Source: 21Shares, CoinMarketCap

However, it was also proposed that the U.S. could remove capital gains taxes for US-based crypto assets

  • This could potentially trigger sell-offs of non-U.S. crypto assets as investors rebalance portfolios toward tax-advantaged holdings which would amplify concentrated buying pressure for compliant coins
  • Incentivize blockchain projects to domicile development/issuance operations stateside, potentially reviving the ICO model under SEC-reviewed frameworks

This week also features a series of macro and crypto-specific events that could further influence market momentum, particularly concerning inflation and Ethereum:

  • Monday: Manufacturing PMIs 
  • Tuesday: Tariff deadline for Mexico and Canada 
  • Wednesday: ADP employment report, Non-manufacturing PMIs, Ethereum “Pectra” upgrade testnet deployment
  • Thursday: US jobless claims 
  • Friday: Employment situation report, FED Chair Powell speech, White House Crypto Summit.

Risks & Uncertainties

  • Execution Risks: No clarity exists on funding (new purchases vs. seizures) or management frameworks. Markets could correct sharply if Friday’s summit fails to detail mechanics, much like what happened following Trump’s Inauguration.
  • Reputational Risk: President Donald Trump's announcement to include XRP, SOL, and ADA in the U.S. strategic crypto reserve has sparked concerns over potential reputational risks, including perceptions of favoritism and conflict of interest.
    • Critics argue that Bitcoin’s unmatched scarcity makes it the only asset suitable for a strategic reserve, while other assets lack the same monetary robustness or decentralization to justify their inclusion.
  • Dollar Implications: Large-scale crypto acquisitions might pressure the U.S. dollar’s dominance, though proponents see diversification as a hedge against inflation.
    • Utilizing seized assets for crypto purchases minimizes the need for new capital expenditure, thereby reducing potential inflationary pressure on the U.S. dollar and maintaining greater currency stability.
  • Executive Order Limitations: Presidents can't unilaterally create permanent crypto reserves without congressional approval.

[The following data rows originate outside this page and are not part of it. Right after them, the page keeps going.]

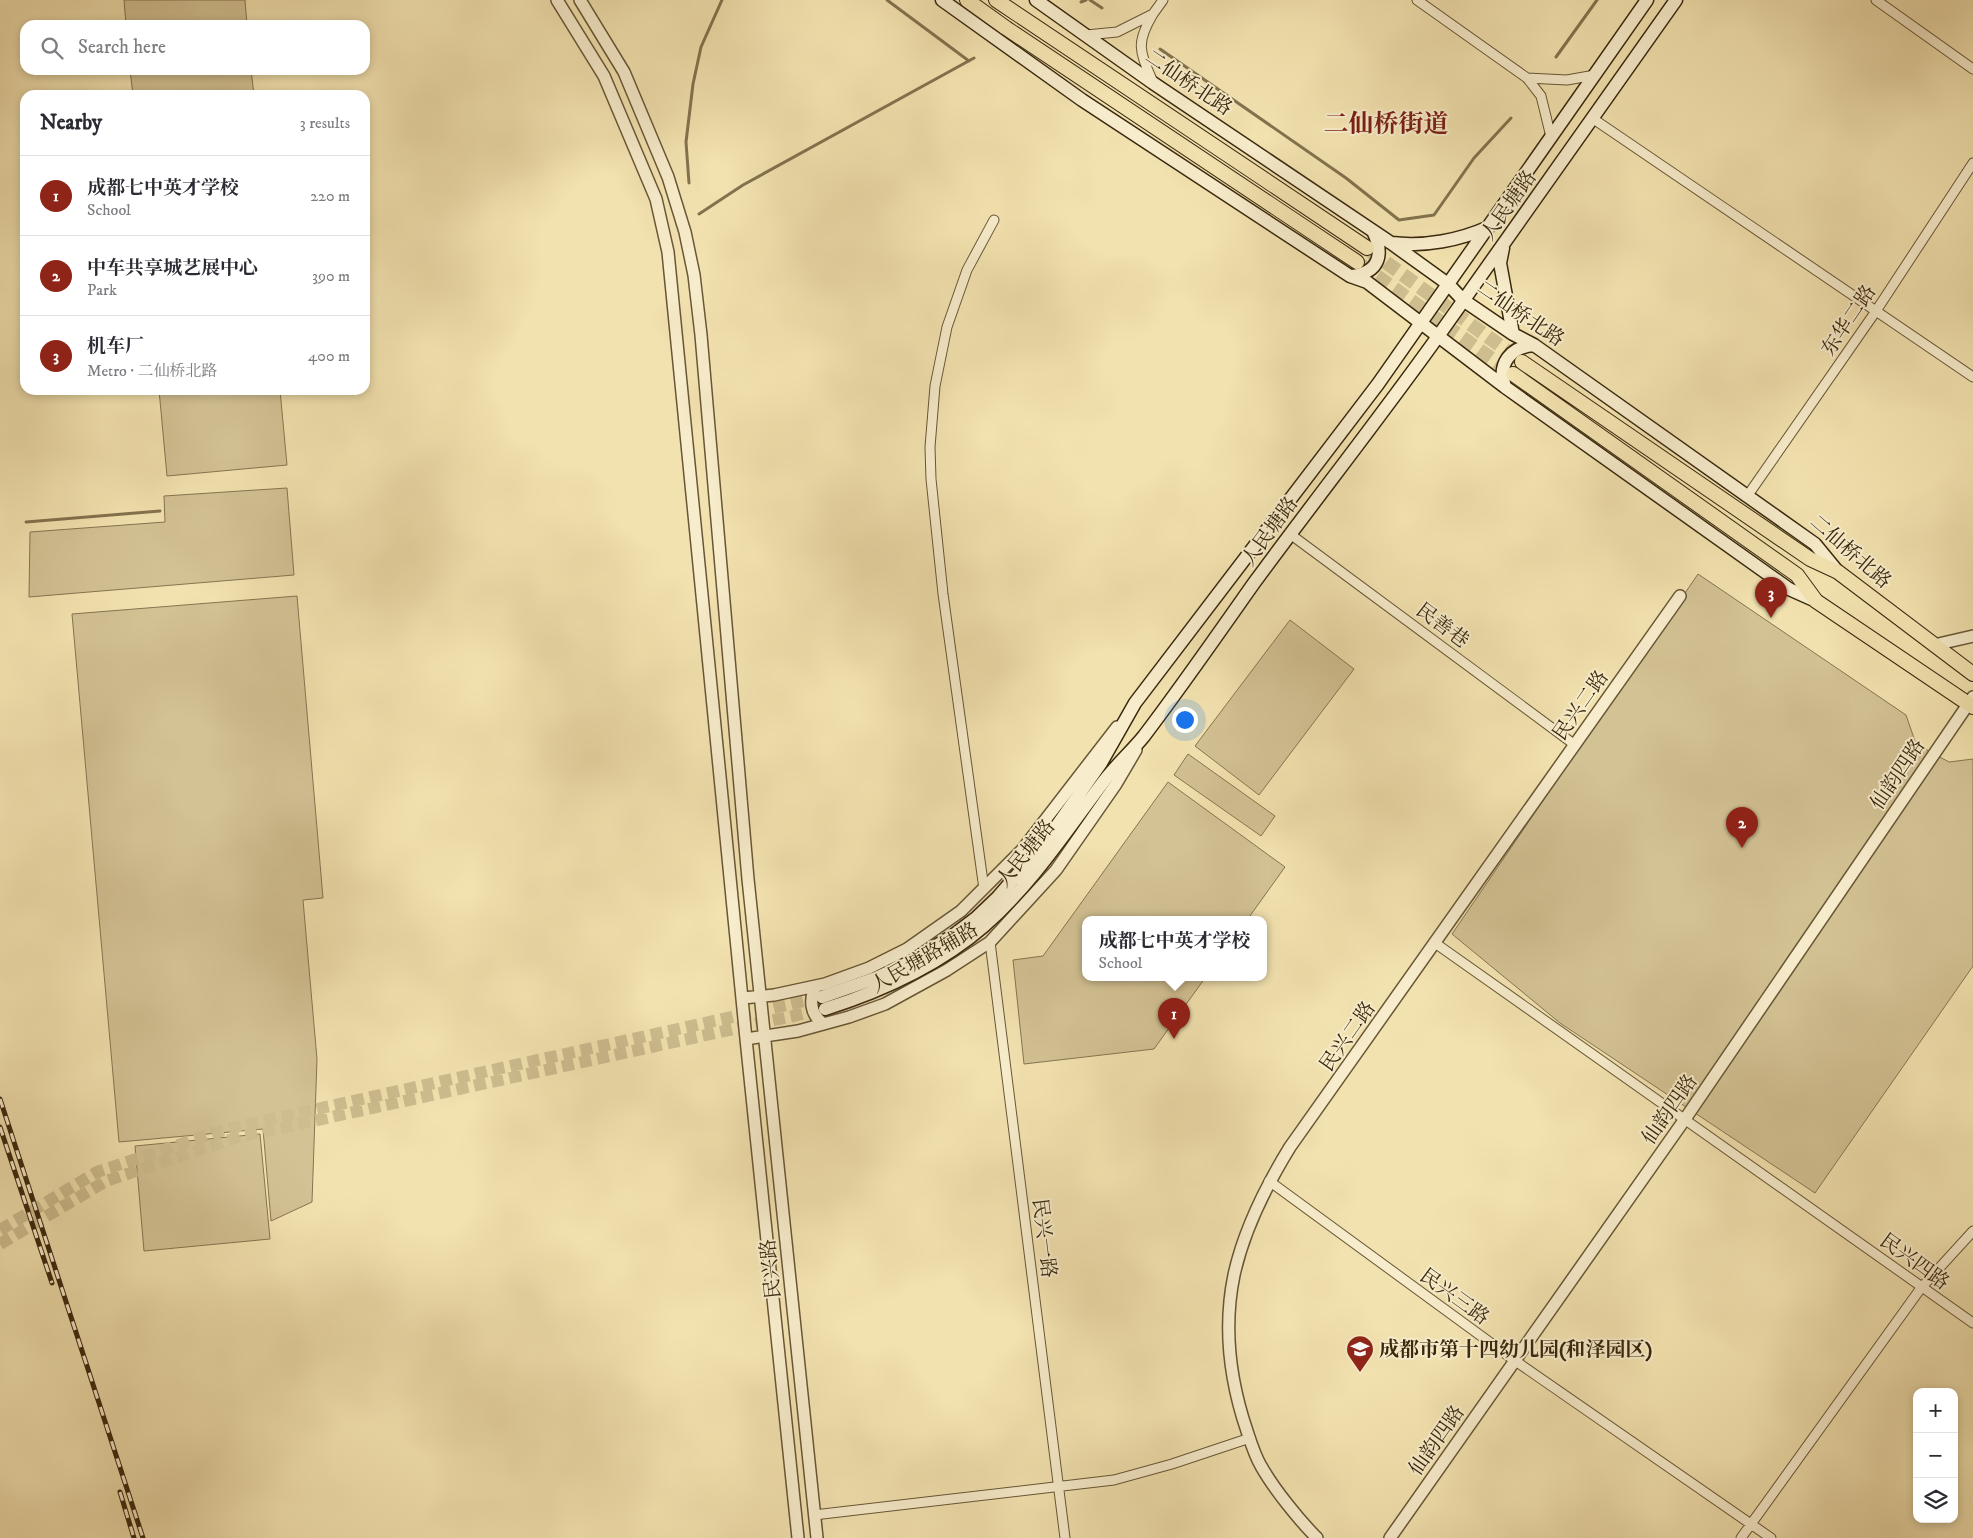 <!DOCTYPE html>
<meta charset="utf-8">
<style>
body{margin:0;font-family:"IM FELL DW Pica","Noto Serif SC",serif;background:#f2f2f3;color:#2b2b33}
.controls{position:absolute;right:15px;bottom:15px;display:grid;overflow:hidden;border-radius:10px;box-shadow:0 2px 8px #0003}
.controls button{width:45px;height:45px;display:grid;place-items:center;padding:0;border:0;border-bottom:1px solid #e1e1e2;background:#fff;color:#2b2b33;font:25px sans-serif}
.you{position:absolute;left:1184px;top:719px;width:18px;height:18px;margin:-12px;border:4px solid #fff;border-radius:50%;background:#1a73e8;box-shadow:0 0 0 8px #1a73e833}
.badge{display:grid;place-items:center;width:32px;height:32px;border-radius:50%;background:#8f2418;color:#fff;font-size:16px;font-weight:700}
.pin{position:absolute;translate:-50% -41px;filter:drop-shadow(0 1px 2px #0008)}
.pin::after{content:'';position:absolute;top:26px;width:18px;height:15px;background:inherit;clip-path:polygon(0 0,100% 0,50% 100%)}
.popup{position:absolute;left:1082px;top:916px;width:185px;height:65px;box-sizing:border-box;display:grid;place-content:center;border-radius:10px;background:#fff;filter:drop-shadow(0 1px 4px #0005);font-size:16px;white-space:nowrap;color:#7c7c81}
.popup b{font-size:19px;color:#2b2b33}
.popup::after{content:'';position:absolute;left:50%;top:100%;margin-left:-10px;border:10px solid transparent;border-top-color:#fff}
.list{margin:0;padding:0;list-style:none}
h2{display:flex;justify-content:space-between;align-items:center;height:65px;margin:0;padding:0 20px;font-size:21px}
h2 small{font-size:16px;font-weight:400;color:#7c7c81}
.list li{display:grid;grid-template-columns:32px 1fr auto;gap:15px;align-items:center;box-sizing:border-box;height:80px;padding:0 20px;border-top:1px solid #e1e1e2}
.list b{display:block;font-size:19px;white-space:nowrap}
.list p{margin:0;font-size:16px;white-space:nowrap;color:#7c7c81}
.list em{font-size:16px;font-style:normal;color:#7c7c81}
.icon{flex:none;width:28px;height:28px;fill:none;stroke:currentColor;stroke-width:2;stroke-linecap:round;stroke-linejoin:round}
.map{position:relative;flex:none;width:1973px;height:1538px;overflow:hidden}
.search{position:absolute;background:#fff;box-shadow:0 2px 8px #0003;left:20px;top:20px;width:350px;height:55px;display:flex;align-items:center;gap:12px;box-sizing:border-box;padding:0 18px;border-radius:15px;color:#7c7c81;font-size:19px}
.panel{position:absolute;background:#fff;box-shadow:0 2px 8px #0003;left:20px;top:90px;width:350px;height:305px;border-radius:15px}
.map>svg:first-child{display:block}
.green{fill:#d3c294;stroke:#867551}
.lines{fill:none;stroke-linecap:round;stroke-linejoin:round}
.stream{stroke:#83724e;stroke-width:3}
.secondary-tunnel{stroke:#cdbd8f;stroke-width:12;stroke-dasharray:12 6;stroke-linecap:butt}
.primary-tunnel{stroke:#cdbd8f;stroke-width:14;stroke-dasharray:14 7;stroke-linecap:butt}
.minor-casing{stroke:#685636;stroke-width:11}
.tertiary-casing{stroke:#685636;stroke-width:14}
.secondary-casing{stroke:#3a280e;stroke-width:15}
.primary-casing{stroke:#3a280e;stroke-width:16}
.minor{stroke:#f7eccb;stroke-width:9}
.tertiary{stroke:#f7eccb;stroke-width:11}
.secondary{stroke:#f7eccb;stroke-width:12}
.primary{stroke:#f2e2af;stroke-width:14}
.rail-casing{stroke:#3a280e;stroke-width:5}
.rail{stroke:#f7eccb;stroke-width:3;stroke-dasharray:9;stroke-linecap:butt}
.labels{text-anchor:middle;stroke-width:4;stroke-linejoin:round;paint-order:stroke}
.street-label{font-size:20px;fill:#3a280e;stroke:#f7eccb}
.poi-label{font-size:20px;font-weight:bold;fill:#3a280e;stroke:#f7eccb;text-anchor:start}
.district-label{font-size:25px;font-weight:bold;fill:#7a1f14;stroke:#f7eccb}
</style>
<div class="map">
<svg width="1973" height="1538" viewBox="0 0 1973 1538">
<rect width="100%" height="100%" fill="#f2e2af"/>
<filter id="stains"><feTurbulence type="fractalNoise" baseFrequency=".004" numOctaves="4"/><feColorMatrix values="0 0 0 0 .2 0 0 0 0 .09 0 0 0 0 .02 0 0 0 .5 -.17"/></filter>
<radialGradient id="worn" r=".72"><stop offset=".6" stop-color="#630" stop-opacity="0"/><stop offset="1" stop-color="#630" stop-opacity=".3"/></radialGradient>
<path class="green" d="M124,0h121l2,25h-121z
M130,70h121l3,25h-121z
M159,390h121l7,75 -120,11z
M287,488l7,87 -265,22 1,-65 135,-10 -1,-26z
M1698,574l208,141 10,29 33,18 24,-3v207l-158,227 -255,-170 -108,-89z
M297,596l26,302 -20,2 14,159 -5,143 -41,19 -8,-92 -144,13 -47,-528z
M1290,620l64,49 -95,126 -64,-49z
M1188,754l87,62 -14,20 -87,-61z
M1168,782l117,85 -38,53h-162v58h120l-51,71 -130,15 -11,-104 30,-4z
M260,1134l10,105 -126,12 -9,-105z"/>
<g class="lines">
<path class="stream" d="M887,0l82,61
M1090,0l12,8
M1081,2l5,-2
M1160,49l186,129 53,42 35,-5 40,-57 37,-40
M1556,57l41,-57
M689,183l-3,-41 7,-58 8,-37 21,-47
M699,214l44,-29 231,-127
M26,522l134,-11"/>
<path class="secondary-tunnel" d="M0,1230l97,-58 130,-43 595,-132
M0,1244l106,-63 129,-43 590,-129"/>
<path class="primary-tunnel" d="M1369,250l152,111
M1360,264l153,110"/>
<g class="minor-casing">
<path id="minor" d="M1417,0l110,78
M1876,0l97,69
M1153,14l10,-14
M1086,35l31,-3 36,-18c-18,30 -13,38 0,68
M1592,118l381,259
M1551,137l-10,-41 -14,-18 40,2 28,-5
M1748,495l128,-184 97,-148
M1290,534l285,211
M984,889l-41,-295 -12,-115 -1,-32 5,-61 12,-59 20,-57 27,-50
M990,942l75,596
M1435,943l538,380
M1269,1181l245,179 257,178
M814,1515l300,-35 58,-16 78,-26
M1741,1538l180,-250 52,-57"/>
</g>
<g class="tertiary-casing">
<path id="tertiary" d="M557,0l47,76 52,123 12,53 78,787 52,499
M580,0l44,72 44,105 17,55 9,43 7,60 47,544 69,659
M1934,645l39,-9
M816,986c-7,13 -6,29 8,38
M743,998l31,-3 51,-11 44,-16 38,-19 54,-38 61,-61 95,-123
M746,1039l52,-8 51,-14 36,-13 62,-34 43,-28 66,-72 60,-86 20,-34
M1317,1538c-18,-18 -43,-49 -56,-72 -6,-10 -10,-23 -14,-35 -17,-50 -24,-103 -13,-156 10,-46 32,-89 56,-128l390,-551
M1390,1538l295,-419 288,-422"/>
</g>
<g class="secondary-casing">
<path id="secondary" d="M942,0l140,100 268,176 17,6 138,105 284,202 27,12
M1036,0l117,83 238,160 57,41 15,16 50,34 21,11 281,199 23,28
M1392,243c33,4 68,-3 97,-16
M1503,248l-3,15 13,71
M1352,276c28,-4 32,-22 21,-45
M1505,387c-8,-24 6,-40 29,-42
M822,997l54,-19 32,-15 43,-26 25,-19 22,-21 46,-53 57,-81 34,-60 243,-319 269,-384
M825,1009c57,-18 114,-44 159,-83 48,-42 82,-95 120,-145 12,-16 28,-30 40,-45 38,-50 74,-102 110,-153 61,-83 125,-164 185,-248 79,-112 158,-223 237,-335"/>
</g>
<g class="primary-casing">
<path id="primary" d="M967,0l39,28 351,234
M996,0l371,248
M1522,362l288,197 28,13 135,102
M1513,374l284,201 19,26 157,106"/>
</g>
<use href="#minor" class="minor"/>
<use href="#tertiary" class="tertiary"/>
<use href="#secondary" class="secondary"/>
<use href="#primary" class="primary"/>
<g class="rail-casing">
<path id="rail" d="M0,1099l143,439
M0,1127l52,156
M120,1492l14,46"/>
</g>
<use href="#rail" class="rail"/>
</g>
<defs>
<g id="school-pin" transform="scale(1.4375)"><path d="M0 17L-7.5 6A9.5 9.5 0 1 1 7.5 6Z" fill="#8f2418" stroke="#f7eccb"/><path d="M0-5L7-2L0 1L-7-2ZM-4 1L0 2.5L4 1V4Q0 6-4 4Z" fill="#fff"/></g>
</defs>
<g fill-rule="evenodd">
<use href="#school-pin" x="1360" y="1349"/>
</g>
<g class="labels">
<g class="street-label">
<text transform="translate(1189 82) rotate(34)" y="7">二仙桥北路</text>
<text transform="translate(1508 205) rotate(-55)" y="7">人民塘路</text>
<text transform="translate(1521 313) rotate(34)" y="7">二仙桥北路</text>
<text transform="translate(1848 320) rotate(-56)" y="7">东华二路</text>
<text transform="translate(1269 531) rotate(-54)" y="7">人民塘路</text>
<text transform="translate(1851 551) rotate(41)" y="7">二仙桥北路</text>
<text transform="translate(1443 625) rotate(37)" y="7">民善巷</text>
<text transform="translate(1580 705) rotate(-55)" y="7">民兴二路</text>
<text transform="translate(1897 774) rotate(-56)" y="7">仙韵四路</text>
<text transform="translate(1025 853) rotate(-51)" y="7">人民塘路</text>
<text transform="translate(924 957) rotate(-30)" y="7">人民塘路辅路</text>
<text transform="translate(1347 1036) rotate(-55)" y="7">民兴二路</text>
<text transform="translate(1669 1109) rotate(-55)" y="7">仙韵四路</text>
<text transform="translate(1045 1238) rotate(83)" y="7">民兴一路</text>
<text transform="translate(1915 1261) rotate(36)" y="7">民兴四路</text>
<text transform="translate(770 1269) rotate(-96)" y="7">民兴路</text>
<text transform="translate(1455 1296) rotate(36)" y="7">民兴三路</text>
<text transform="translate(1436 1440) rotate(-55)" y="7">仙韵四路</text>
</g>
<g class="poi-label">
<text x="1379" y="1356">成都市第十四幼儿园(和泽园区)</text>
</g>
<g class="district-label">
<text x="1386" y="132">二仙桥街道</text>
</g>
</g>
<rect width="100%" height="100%" filter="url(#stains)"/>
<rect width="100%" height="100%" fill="url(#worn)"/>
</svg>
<div class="controls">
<button>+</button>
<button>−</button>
<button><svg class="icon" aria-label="layers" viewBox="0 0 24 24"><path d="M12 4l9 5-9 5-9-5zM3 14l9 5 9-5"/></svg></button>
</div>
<div class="you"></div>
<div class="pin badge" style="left:1174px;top:1039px">1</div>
<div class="popup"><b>成都七中英才学校</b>School</div>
<div class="pin badge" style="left:1742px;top:848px">2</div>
<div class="pin badge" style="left:1771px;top:618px">3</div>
<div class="search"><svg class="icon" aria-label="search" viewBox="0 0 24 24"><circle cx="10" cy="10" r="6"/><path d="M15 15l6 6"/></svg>Search here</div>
<section class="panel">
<h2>Nearby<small>3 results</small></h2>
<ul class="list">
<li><span class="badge">1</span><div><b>成都七中英才学校</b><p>School</p></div><em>220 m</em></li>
<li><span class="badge">2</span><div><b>中车共享城艺展中心</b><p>Park</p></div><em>390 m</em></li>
<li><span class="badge">3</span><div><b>机车厂</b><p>Metro · 二仙桥北路</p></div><em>400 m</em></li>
</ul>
</section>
</div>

Orders must align with existing laws or declare emergencies, but no current statute authorizes crypto reserves. 
    • Congress controls federal spending, making direct crypto purchases without appropriated funds unconstitutional.
  • Implementation Challenges and Workarounds: Using seized crypto assets (e.g., from Silk Road) could bypass new spending but faces legal restrictions. Repurposing these assets or expanding the Treasury's authority would require legislative changes. 
    • Trump's plan relies on complex legal maneuvers rather than direct purchases, highlighting the need for adapted legal frameworks to enable a crypto reserve.